=== INSTRUCTIONS FOR THE TASK ===
Restate all of the data exactly.
***** SOURCE DATA
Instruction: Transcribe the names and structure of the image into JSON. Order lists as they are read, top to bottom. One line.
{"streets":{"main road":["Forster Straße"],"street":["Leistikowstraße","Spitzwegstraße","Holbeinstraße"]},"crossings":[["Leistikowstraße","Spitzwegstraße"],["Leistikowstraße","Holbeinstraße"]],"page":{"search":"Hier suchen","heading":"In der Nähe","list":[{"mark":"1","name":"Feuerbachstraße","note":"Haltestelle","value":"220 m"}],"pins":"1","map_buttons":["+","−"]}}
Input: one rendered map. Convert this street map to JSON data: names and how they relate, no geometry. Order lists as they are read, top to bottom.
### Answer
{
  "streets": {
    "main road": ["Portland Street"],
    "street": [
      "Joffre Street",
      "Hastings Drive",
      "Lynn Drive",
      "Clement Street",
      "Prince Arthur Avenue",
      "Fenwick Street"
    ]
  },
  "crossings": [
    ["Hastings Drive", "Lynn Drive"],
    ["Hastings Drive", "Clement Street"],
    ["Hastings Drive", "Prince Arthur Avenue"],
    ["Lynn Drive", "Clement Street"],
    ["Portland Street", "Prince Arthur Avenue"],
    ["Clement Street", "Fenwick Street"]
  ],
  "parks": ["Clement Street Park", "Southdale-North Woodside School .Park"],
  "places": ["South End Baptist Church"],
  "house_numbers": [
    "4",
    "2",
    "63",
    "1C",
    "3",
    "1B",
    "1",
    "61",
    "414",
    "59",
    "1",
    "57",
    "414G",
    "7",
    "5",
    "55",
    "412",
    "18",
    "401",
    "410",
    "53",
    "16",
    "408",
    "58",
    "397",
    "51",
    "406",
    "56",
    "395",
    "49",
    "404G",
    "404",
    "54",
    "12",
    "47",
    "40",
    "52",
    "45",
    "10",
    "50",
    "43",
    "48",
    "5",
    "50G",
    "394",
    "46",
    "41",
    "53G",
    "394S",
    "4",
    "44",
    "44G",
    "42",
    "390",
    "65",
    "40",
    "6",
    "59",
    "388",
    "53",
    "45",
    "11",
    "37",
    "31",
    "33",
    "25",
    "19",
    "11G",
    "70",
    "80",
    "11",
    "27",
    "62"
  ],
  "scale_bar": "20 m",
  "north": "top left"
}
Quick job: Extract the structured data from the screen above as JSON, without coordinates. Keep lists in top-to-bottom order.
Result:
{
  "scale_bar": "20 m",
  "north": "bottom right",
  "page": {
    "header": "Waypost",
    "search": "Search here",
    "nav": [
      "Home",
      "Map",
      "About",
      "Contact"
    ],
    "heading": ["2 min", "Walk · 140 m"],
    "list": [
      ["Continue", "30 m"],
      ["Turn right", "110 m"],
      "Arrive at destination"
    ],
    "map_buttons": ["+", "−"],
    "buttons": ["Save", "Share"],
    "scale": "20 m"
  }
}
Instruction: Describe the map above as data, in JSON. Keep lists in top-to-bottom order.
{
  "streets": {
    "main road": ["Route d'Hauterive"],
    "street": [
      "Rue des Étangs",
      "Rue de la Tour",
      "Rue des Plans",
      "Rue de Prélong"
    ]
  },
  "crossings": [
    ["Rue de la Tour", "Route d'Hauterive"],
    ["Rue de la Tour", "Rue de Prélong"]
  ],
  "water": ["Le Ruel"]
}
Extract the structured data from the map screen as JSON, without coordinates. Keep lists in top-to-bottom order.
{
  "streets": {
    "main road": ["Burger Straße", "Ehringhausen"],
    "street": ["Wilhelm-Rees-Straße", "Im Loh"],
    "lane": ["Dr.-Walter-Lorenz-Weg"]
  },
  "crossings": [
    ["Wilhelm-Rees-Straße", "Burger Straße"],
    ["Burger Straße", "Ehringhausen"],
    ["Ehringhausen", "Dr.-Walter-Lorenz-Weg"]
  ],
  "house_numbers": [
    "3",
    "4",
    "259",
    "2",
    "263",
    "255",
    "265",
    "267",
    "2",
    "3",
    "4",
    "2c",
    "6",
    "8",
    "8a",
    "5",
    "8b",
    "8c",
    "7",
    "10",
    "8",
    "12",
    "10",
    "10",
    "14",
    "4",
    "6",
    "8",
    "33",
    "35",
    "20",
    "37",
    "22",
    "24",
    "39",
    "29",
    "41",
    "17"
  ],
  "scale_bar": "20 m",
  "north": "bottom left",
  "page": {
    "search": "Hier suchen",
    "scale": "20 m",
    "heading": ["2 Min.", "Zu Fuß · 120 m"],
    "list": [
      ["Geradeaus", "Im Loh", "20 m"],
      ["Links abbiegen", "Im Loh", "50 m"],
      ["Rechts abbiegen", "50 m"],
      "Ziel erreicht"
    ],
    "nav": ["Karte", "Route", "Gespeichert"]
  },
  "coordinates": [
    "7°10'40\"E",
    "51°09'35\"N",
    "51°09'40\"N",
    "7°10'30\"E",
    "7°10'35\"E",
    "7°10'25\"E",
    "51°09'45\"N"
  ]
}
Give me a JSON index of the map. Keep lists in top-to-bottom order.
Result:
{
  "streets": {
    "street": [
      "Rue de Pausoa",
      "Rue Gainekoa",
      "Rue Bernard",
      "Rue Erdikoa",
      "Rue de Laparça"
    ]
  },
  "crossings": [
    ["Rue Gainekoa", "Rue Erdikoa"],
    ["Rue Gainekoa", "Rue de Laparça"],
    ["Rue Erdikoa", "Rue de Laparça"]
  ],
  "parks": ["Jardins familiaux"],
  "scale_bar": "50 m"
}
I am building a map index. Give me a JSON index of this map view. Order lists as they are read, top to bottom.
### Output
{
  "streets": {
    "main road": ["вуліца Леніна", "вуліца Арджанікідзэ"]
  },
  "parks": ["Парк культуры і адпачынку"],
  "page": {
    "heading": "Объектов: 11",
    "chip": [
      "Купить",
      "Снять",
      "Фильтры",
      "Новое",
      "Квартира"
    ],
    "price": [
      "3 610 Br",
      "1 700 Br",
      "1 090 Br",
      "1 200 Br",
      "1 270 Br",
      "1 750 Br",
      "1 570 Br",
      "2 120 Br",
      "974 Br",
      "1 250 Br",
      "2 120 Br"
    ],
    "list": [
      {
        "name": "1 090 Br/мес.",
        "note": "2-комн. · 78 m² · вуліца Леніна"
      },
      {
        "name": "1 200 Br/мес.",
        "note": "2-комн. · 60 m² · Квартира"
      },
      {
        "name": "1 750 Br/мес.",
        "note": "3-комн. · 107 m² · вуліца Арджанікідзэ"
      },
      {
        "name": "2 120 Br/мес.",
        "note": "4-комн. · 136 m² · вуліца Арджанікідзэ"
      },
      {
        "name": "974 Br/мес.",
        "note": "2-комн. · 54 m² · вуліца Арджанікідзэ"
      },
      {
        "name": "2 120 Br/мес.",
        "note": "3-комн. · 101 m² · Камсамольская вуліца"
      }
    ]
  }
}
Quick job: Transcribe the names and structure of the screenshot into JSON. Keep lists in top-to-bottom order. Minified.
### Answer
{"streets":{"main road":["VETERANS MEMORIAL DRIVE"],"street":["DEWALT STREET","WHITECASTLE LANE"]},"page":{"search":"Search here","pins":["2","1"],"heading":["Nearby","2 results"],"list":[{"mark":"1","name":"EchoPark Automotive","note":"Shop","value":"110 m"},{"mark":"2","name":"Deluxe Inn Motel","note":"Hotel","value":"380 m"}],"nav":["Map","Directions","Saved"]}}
**********
=== RESULT FOR THIS TASK ===
Instruction: Transcribe the names and structure of the image into JSON. Order lists as they are read, top to bottom. One line.
{"streets":{"main road":["Forster Straße"],"street":["Leistikowstraße","Spitzwegstraße","Holbeinstraße"]},"crossings":[["Leistikowstraße","Spitzwegstraße"],["Leistikowstraße","Holbeinstraße"]],"page":{"search":"Hier suchen","heading":"In der Nähe","list":[{"mark":"1","name":"Feuerbachstraße","note":"Haltestelle","value":"220 m"}],"pins":"1","map_buttons":["+","−"]}}
Input: one rendered map. Convert this street map to JSON data: names and how they relate, no geometry. Order lists as they are read, top to bottom.
### Answer
{
  "streets": {
    "main road": ["Portland Street"],
    "street": [
      "Joffre Street",
      "Hastings Drive",
      "Lynn Drive",
      "Clement Street",
      "Prince Arthur Avenue",
      "Fenwick Street"
    ]
  },
  "crossings": [
    ["Hastings Drive", "Lynn Drive"],
    ["Hastings Drive", "Clement Street"],
    ["Hastings Drive", "Prince Arthur Avenue"],
    ["Lynn Drive", "Clement Street"],
    ["Portland Street", "Prince Arthur Avenue"],
    ["Clement Street", "Fenwick Street"]
  ],
  "parks": ["Clement Street Park", "Southdale-North Woodside School .Park"],
  "places": ["South End Baptist Church"],
  "house_numbers": [
    "4",
    "2",
    "63",
    "1C",
    "3",
    "1B",
    "1",
    "61",
    "414",
    "59",
    "1",
    "57",
    "414G",
    "7",
    "5",
    "55",
    "412",
    "18",
    "401",
    "410",
    "53",
    "16",
    "408",
    "58",
    "397",
    "51",
    "406",
    "56",
    "395",
    "49",
    "404G",
    "404",
    "54",
    "12",
    "47",
    "40",
    "52",
    "45",
    "10",
    "50",
    "43",
    "48",
    "5",
    "50G",
    "394",
    "46",
    "41",
    "53G",
    "394S",
    "4",
    "44",
    "44G",
    "42",
    "390",
    "65",
    "40",
    "6",
    "59",
    "388",
    "53",
    "45",
    "11",
    "37",
    "31",
    "33",
    "25",
    "19",
    "11G",
    "70",
    "80",
    "11",
    "27",
    "62"
  ],
  "scale_bar": "20 m",
  "north": "top left"
}
Quick job: Extract the structured data from the screen above as JSON, without coordinates. Keep lists in top-to-bottom order.
Result:
{
  "scale_bar": "20 m",
  "north": "bottom right",
  "page": {
    "header": "Waypost",
    "search": "Search here",
    "nav": [
      "Home",
      "Map",
      "About",
      "Contact"
    ],
    "heading": ["2 min", "Walk · 140 m"],
    "list": [
      ["Continue", "30 m"],
      ["Turn right", "110 m"],
      "Arrive at destination"
    ],
    "map_buttons": ["+", "−"],
    "buttons": ["Save", "Share"],
    "scale": "20 m"
  }
}
Instruction: Describe the map above as data, in JSON. Keep lists in top-to-bottom order.
{
  "streets": {
    "main road": ["Route d'Hauterive"],
    "street": [
      "Rue des Étangs",
      "Rue de la Tour",
      "Rue des Plans",
      "Rue de Prélong"
    ]
  },
  "crossings": [
    ["Rue de la Tour", "Route d'Hauterive"],
    ["Rue de la Tour", "Rue de Prélong"]
  ],
  "water": ["Le Ruel"]
}
Extract the structured data from the map screen as JSON, without coordinates. Keep lists in top-to-bottom order.
{
  "streets": {
    "main road": ["Burger Straße", "Ehringhausen"],
    "street": ["Wilhelm-Rees-Straße", "Im Loh"],
    "lane": ["Dr.-Walter-Lorenz-Weg"]
  },
  "crossings": [
    ["Wilhelm-Rees-Straße", "Burger Straße"],
    ["Burger Straße", "Ehringhausen"],
    ["Ehringhausen", "Dr.-Walter-Lorenz-Weg"]
  ],
  "house_numbers": [
    "3",
    "4",
    "259",
    "2",
    "263",
    "255",
    "265",
    "267",
    "2",
    "3",
    "4",
    "2c",
    "6",
    "8",
    "8a",
    "5",
    "8b",
    "8c",
    "7",
    "10",
    "8",
    "12",
    "10",
    "10",
    "14",
    "4",
    "6",
    "8",
    "33",
    "35",
    "20",
    "37",
    "22",
    "24",
    "39",
    "29",
    "41",
    "17"
  ],
  "scale_bar": "20 m",
  "north": "bottom left",
  "page": {
    "search": "Hier suchen",
    "scale": "20 m",
    "heading": ["2 Min.", "Zu Fuß · 120 m"],
    "list": [
      ["Geradeaus", "Im Loh", "20 m"],
      ["Links abbiegen", "Im Loh", "50 m"],
      ["Rechts abbiegen", "50 m"],
      "Ziel erreicht"
    ],
    "nav": ["Karte", "Route", "Gespeichert"]
  },
  "coordinates": [
    "7°10'40\"E",
    "51°09'35\"N",
    "51°09'40\"N",
    "7°10'30\"E",
    "7°10'35\"E",
    "7°10'25\"E",
    "51°09'45\"N"
  ]
}
Give me a JSON index of the map. Keep lists in top-to-bottom order.
Result:
{
  "streets": {
    "street": [
      "Rue de Pausoa",
      "Rue Gainekoa",
      "Rue Bernard",
      "Rue Erdikoa",
      "Rue de Laparça"
    ]
  },
  "crossings": [
    ["Rue Gainekoa", "Rue Erdikoa"],
    ["Rue Gainekoa", "Rue de Laparça"],
    ["Rue Erdikoa", "Rue de Laparça"]
  ],
  "parks": ["Jardins familiaux"],
  "scale_bar": "50 m"
}
I am building a map index. Give me a JSON index of this map view. Order lists as they are read, top to bottom.
### Output
{
  "streets": {
    "main road": ["вуліца Леніна", "вуліца Арджанікідзэ"]
  },
  "parks": ["Парк культуры і адпачынку"],
  "page": {
    "heading": "Объектов: 11",
    "chip": [
      "Купить",
      "Снять",
      "Фильтры",
      "Новое",
      "Квартира"
    ],
    "price": [
      "3 610 Br",
      "1 700 Br",
      "1 090 Br",
      "1 200 Br",
      "1 270 Br",
      "1 750 Br",
      "1 570 Br",
      "2 120 Br",
      "974 Br",
      "1 250 Br",
      "2 120 Br"
    ],
    "list": [
      {
        "name": "1 090 Br/мес.",
        "note": "2-комн. · 78 m² · вуліца Леніна"
      },
      {
        "name": "1 200 Br/мес.",
        "note": "2-комн. · 60 m² · Квартира"
      },
      {
        "name": "1 750 Br/мес.",
        "note": "3-комн. · 107 m² · вуліца Арджанікідзэ"
      },
      {
        "name": "2 120 Br/мес.",
        "note": "4-комн. · 136 m² · вуліца Арджанікідзэ"
      },
      {
        "name": "974 Br/мес.",
        "note": "2-комн. · 54 m² · вуліца Арджанікідзэ"
      },
      {
        "name": "2 120 Br/мес.",
        "note": "3-комн. · 101 m² · Камсамольская вуліца"
      }
    ]
  }
}
Quick job: Transcribe the names and structure of the screenshot into JSON. Keep lists in top-to-bottom order. Minified.
### Answer
{"streets":{"main road":["VETERANS MEMORIAL DRIVE"],"street":["DEWALT STREET","WHITECASTLE LANE"]},"page":{"search":"Search here","pins":["2","1"],"heading":["Nearby","2 results"],"list":[{"mark":"1","name":"EchoPark Automotive","note":"Shop","value":"110 m"},{"mark":"2","name":"Deluxe Inn Motel","note":"Hotel","value":"380 m"}],"nav":["Map","Directions","Saved"]}}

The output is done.